Eczema snuck up on Tori Spelling as an adult. With her first flare, “I just remember feeling like something was on my arms…and I was itching and itching until eventually, it started appearing,” she tells SELF in an interview for her new Free to Be Me campaign with Arcutis, the makers of a topical therapy for inflammatory skin conditions called Zoryve, which Spelling now uses. Once her eczema became visible in the form of dry, scaly patches, it was all she could see—and all she feared others could see too. The year was 2006, and she was in the midst of filming her TV show So NoTORIous. “It became so painful and got so severe that we had to alter my wardrobe and shut down production for a day,” she says.
Though the Beverly Hills, 90210 alum says she was “on top of the world” career-wise at the time, she was also “suffering through so much behind the scenes,” she says, namely the stress of her first divorce (from actor Charlie Shanian), which she now suspects brought her eczema to the surface. Though stress itself doesn’t cause eczema—genetic factors are thought to play a role, and Spelling would come to learn it runs in her family—emotional turmoil can act as a trigger. It’s no wonder, she says, that her eczema “came back full charge” in the wake of her second divorce, in 2024, from actor Dean McDermott.
As she stepped into being a single mom of five kids while working full-time and managing the fallout of the divorce, her symptoms began to take a physical and mental toll. “The more I would itch, the worse it would get and the more it seemed to spread,” she says. She was carving out scars, she adds, by scratching so intensely. This time, even the steroid creams and over-the-counter salves she’d once relied on didn’t seem to cut it—which is what led her back to her dermatologist and to finding a more helpful solution in Zoryve. Now, looking back, Spelling bemoans the embarrassment that kept her from speaking out sooner and wants to do her part to normalize the effects of eczema and dismantle the stigma.

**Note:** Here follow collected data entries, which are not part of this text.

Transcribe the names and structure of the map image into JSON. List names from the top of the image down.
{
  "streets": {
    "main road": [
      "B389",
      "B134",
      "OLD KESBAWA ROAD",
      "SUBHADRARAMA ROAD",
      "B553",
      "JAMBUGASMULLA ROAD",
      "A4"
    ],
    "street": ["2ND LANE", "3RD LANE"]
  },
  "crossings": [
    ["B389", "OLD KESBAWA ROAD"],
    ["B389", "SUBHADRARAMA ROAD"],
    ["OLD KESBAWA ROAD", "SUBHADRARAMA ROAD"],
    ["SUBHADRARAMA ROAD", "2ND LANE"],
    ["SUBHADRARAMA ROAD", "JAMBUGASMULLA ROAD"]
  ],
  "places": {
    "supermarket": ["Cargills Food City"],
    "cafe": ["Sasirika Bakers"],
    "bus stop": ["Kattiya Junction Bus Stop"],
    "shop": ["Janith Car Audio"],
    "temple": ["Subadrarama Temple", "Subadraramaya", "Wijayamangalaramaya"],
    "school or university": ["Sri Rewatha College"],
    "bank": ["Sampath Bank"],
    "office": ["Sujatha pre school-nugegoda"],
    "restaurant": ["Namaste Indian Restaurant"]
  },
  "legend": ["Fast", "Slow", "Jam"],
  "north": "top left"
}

“I’m a hand talker, so people naturally look at my hands and arms when I’m speaking,” Spelling says, “and whenever I had a flare-up, I would always feel like, Oh gosh, do they see all these spots on my hands? It would take over my brain in the midst of a conversation.” What hit Spelling even harder over the years was watching her daughter Stella, 17, face the same stigma tied to her own eczema, which started when she was a baby. “Other kids at school would say, really loudly, ‘What’s wrong with her arms?’” Spelling recounts. At the same time, Stella also got bullied for her seborrheic dermatitis, a different inflammatory skin condition that cropped up on her scalp and created visible patches of flaky skin. It all crushed Spelling: “No matter what you go through personally, you always want to find ways to shelter your kids from embarrassment,” she says.
For a while, Stella’s experience pushed Spelling to stay quiet. As did the misconceptions she would sometimes hear from others when it came to eczema. “People really don’t understand it. They’re like, ‘Isn’t it just dry skin?’” she says. It felt like a burden to repeatedly explain that, no, it’s actually a skin condition. Plus, keeping this one thing to herself gave her a sense of control. “Before now, I was just like, ‘Everyone knows everything else about my life. If I can hide this one thing, then I’m personally winning,’” Spelling says.
But her mindset started to shift as she watched Stella, who’s also now on Zoryve, find relief from the worst of her flare-ups and also connect with other teens on social media who share openly about their experiences with eczema. “She’s the one who inspired me to talk about it now,” says Spelling of Stella, who’s also part of the Zoryve campaign. “I always say to her, ‘I wish I had half the confidence you have at age 17.’ She made me realize that I should share this with people because my journey might help others.”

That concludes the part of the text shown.